A vibração do elenco da ''Ópera do Malandro'' ganhou o público que lotou anteontem o Teatro Marista, em Londrina, fazendo com que a organização do Festival de Música abrisse um segunda sessão do espetáculo, já que muita gente ficou na fila de espera. O fato é inédito no festival que, nesta 22 edição, confirma seu compromisso com a qualidade, abrindo um viés pouco maior para a música popular.

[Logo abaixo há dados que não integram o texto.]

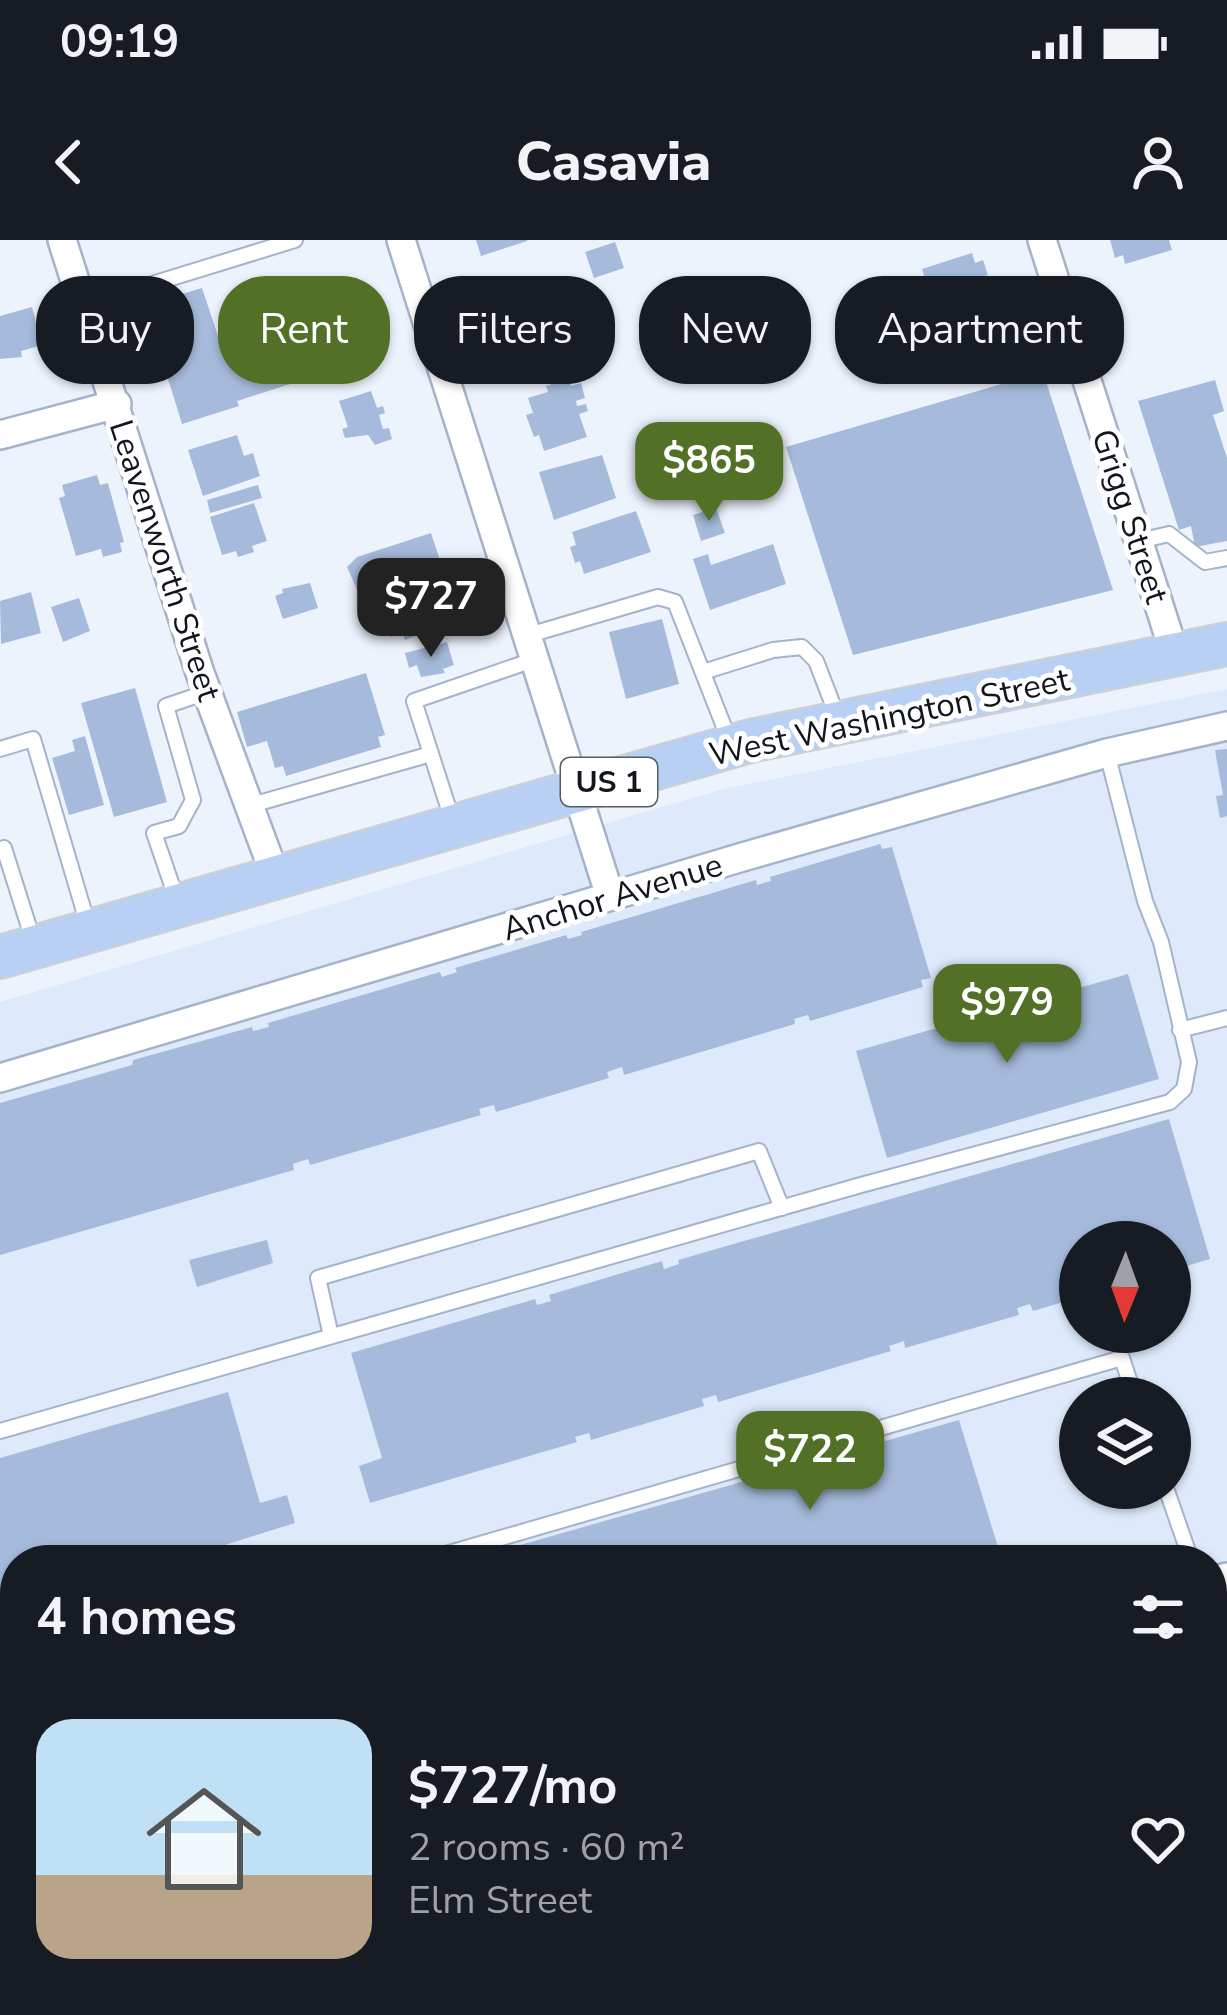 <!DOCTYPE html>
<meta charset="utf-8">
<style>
body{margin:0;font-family:"Nunito Sans",sans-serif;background:#20242c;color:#f1f3f6;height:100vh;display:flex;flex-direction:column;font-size:45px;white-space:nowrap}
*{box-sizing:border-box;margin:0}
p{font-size:39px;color:#9ea1a6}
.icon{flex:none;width:66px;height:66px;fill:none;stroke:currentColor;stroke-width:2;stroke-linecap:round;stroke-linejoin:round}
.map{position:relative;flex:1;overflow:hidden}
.panel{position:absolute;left:0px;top:1305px;width:1227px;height:471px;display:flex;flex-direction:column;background:#171b24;border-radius:48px 48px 0 0;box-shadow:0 3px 9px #0004}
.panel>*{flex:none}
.guide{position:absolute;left:36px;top:36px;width:1155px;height:108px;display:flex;gap:24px}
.needle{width:78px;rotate:181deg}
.controls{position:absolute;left:1059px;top:981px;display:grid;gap:24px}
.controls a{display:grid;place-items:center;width:132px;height:132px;border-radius:50%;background:#171b24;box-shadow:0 3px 9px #0004;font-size:60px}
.price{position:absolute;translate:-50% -102px;padding:0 27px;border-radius:24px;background:#527026;color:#fff;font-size:39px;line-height:78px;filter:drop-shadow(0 3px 6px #0008)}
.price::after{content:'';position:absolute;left:50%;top:72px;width:36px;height:27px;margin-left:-18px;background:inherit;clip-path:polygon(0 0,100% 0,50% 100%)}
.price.on{background:#222;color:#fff}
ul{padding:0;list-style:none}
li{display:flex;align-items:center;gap:36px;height:300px;padding:0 36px}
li+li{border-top:3px solid #363941}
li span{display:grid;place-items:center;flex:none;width:336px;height:240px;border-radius:36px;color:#555}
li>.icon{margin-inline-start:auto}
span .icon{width:144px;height:144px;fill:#fffc;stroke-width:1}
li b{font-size:51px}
h2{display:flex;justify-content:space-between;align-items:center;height:144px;padding:0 36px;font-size:51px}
.pill{padding:0 42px;border-radius:48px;background:#171b24;box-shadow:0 3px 9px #0004;font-size:42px;line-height:108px}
.pill.on{background:#527026;color:#fff}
.status{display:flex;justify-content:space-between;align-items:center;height:84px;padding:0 60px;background:#171b24;direction:ltr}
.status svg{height:33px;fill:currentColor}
header{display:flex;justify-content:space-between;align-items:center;height:156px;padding:0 36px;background:#171b24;font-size:54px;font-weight:800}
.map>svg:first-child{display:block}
.built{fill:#deeafc;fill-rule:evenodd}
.building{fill:#a6bbdb}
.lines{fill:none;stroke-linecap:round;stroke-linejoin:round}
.service-casing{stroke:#a5b3ca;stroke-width:18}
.minor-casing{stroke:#a5b3ca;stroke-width:32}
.primary-casing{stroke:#cfd0d2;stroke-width:46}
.service{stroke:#fff;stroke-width:14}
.minor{stroke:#fff;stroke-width:27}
.primary{stroke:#b8d0f4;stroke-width:42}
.labels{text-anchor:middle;stroke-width:10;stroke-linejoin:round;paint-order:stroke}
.shield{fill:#fff;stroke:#585c62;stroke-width:3}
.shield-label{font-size:30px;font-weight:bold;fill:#11161e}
.street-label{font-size:33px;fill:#11161e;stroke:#fff}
</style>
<div class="status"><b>09:19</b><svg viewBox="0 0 49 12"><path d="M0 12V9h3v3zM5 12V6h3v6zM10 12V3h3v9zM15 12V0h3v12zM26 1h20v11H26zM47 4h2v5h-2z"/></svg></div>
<header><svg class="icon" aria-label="back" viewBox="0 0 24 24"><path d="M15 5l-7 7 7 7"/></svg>Casavia<svg class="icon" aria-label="person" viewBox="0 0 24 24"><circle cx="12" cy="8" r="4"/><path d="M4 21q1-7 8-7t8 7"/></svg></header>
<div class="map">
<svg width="1227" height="1775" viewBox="0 0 1227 1775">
<rect width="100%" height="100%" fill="#edf3fd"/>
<!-- built -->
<g class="built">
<path d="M 1227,449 L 1227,1358 L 1212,1362 L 1212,1320 L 15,1320 L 15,1704 L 0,1708 L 0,762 L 723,549 ZM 1080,1002 L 1170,1002 L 1170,1092 L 1080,1092 ZM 1080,1158 L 1170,1158 L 1170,1248 L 1080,1248 Z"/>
<polygon points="1227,1680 1227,1775 1043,1775 1070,1761 1212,1761 1212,1687"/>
</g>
<!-- building -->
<g class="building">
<polygon points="476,0 527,0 527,1 481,16"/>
<polygon points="1110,0 1169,0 1172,10 1125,24 1123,15 1115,18"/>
<polygon points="615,2 624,28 594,38 585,12"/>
<polygon points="972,13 975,23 983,20 988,35 980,37 983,47 933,63 922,29"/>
<polygon points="202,48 219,99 344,59 363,121 237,161 239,166 182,184 145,65"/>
<polygon points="32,67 37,86 48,83 53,102 21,111 22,117 0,119 0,76"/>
<polygon points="1043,132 1113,350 853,415 786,207"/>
<polygon points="569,138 571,146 581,143 585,158 576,161 577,166 586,164 588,171 579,174 587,197 544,211 539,195 534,197 526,175 533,173 528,158 548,152 546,146"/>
<polygon points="1215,140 1224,171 1213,175 1227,218 1227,301 1195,307 1191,286 1179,290 1138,161"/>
<polygon points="371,151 377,168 383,166 385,173 379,175 383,189 389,188 392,199 375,205 368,195 345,198 342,189 348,187 339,161"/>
<polygon points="237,195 244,216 253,213 260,236 203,256 188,210"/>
<polygon points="602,215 616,258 554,280 539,232"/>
<polygon points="97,235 100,245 108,243 124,302 120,303 122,312 103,317 101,309 76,316 59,258 65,256 62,245"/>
<polygon points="258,245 262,258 210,273 207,260"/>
<polygon points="254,263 267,301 252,306 254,312 238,317 236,311 222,315 210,277"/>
<polygon points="716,268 725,293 701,301 693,275"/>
<polygon points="636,271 651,312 584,334 580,321 575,323 570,307 576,305 572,292"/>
<polygon points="431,293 442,326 358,352 347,327 357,317"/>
<polygon points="773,304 786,344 710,370 693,319 708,314 711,325"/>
<polygon points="444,340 457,379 405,400 403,393 391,397 389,390 381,392 376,378 382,375 379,367 392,363 389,356"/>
<polygon points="310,343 318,368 283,379 275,356 283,353 282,349"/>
<polygon points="31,352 41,393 1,404 0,361"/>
<polygon points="79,358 90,391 63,402 51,367"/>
<polygon points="662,379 679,444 626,459 609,392"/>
<polygon points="447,402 454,425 443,429 445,433 421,437 417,425 409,428 405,413"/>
<polygon points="366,433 385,495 378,497 381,507 286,536 283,526 275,528 267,501 247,507 237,472"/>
<polygon points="135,448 167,562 114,577 81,463"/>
<polygon points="85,496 104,565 69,575 52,518 75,511 72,500"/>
<polygon points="1227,509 1227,576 1220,578 1216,556 1223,555 1215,510"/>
<polygon points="880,604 882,609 892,607 931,738 921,740 923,747 810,781 808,775 794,779 795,784 624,835 622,827 607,832 609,838 496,872 494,865 479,869 481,875 310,925 308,919 293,924 294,930 0,1015 0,863 132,825 133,820 252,787 253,791 269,787 268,783 440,732 442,737 457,732 455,728 566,695 568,699 582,695 581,692 756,640 757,645 771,641 770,637"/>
<polygon points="1128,734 1159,839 887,918 856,811"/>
<polygon points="1169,879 1210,1019 1170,1031 1170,1002 1080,1002 1080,1057 1033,1071 1030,1064 1017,1068 1019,1075 905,1108 904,1101 889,1106 891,1111 718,1162 716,1155 702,1159 704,1166 591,1200 589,1193 575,1197 577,1202 370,1263 359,1226 382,1218 351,1113 535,1059 537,1065 551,1061 549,1055 662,1021 664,1029 679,1024 678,1020"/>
<polygon points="267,1000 273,1023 197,1047 189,1020"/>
<polygon points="228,1152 260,1263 287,1255 295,1283 177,1320 15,1320 15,1367 0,1372 0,1218"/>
<polygon points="959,1180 1002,1320 472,1320 471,1319"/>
<polygon points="15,1449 15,1659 0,1663 0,1453"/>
</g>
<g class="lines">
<defs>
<g id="service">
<polyline points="139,48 295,0"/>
<polyline points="1139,301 1169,294 1205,322 1227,318"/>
<polyline points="529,395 658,357 675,362 730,502"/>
<polyline points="703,432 773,410 802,407 816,421 838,478"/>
<polyline points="0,509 33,499 88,685"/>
<polyline points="248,566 431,514"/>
<polyline points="452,579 414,461 536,419"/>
<polyline points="4,608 34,703"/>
<polyline points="177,660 154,593 179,586 193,560 166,466 207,452"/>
<polyline points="1180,790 1227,778"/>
<polyline points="331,1096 318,1038 759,911 782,968"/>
<polyline points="0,1191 861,945 1170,862 1184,849 1189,822 1161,702 1145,661 1107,513"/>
<polyline points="1166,1248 1191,1320"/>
<polyline points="425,1320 1122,1118 1135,1158"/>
<polyline points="0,1441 15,1437"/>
<polyline points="355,1761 359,1775"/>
<polyline points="128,1775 177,1761"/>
</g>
<g id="minor">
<polyline points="62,0 200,433 276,638"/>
<polyline points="401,0 610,656"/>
<polyline points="1042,0 1175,415"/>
<polyline points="0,195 117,164"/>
<polyline points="0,838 746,616 1107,513 1227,486"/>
<polyline points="1212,1341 1227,1337"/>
<polyline points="0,1697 15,1692"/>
</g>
<polyline id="primary" points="0,717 750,501 1227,404"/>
</defs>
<!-- service casing -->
<use href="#service" class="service-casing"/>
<!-- minor casing -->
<use href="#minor" class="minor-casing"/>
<!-- primary casing -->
<use href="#primary" class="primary-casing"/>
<!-- service -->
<use href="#service" class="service"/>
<!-- minor -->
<use href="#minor" class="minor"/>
<!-- primary -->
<use href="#primary" class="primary"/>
</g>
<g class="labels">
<!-- shield labels -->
<rect class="shield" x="561" y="518" width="96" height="48" rx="9"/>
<g class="shield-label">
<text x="609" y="552">US 1</text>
</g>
<!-- street labels -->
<g class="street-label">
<text transform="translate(1131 276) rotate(72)" y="12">Grigg Street</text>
<text transform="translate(166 320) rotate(72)" y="12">Leavenworth Street</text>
<text transform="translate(889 476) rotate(-12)" y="12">West Washington Street</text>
<text transform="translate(612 656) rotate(-17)" y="12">Anchor Avenue</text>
</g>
</g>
</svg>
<div class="controls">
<a><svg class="needle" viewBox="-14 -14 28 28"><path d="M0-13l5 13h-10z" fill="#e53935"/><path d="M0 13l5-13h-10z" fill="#9ea1a6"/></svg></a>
<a><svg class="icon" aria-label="layers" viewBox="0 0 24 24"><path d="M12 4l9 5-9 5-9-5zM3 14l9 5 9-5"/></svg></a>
</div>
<b class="price" style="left:709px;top:284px">$865</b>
<b class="price on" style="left:431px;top:420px">$727</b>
<b class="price" style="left:1007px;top:826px">$979</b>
<b class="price" style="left:810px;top:1273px">$722</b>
<div class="guide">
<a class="pill">Buy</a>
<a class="pill on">Rent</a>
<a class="pill">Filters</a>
<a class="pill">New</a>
<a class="pill">Apartment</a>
</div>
<section class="panel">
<h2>4 homes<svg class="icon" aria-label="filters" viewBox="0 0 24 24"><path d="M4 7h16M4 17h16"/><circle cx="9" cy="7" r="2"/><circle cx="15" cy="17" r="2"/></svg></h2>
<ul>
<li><span style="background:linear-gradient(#bfe0f5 65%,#b9a48a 0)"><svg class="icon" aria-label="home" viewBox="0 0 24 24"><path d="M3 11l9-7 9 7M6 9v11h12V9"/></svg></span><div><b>$727/mo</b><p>2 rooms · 60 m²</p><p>Elm Street</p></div><svg class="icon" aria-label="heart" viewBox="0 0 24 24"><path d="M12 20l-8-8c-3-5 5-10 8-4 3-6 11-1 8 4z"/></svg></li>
</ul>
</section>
</div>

A versão londrinense da ''Ópera do Malandro'' agradou em cheio ao soar despretensiosa, com um elenco de 26 cantores exibindo ótimas interpretações individuais ou em duos e coros afinadíssimos que sensibilizaram o público. A boa condução do musical, sob a responsabilidade de Regina Luccato, saltou aos olhos e aos ouvidos da platéia, apagando eventuais falhas técnicas ou o nervosismo aparente dos artistas todos alunos do festival que se reuniram pela primeira vez e tiveram apenas dez dias para ensaiar.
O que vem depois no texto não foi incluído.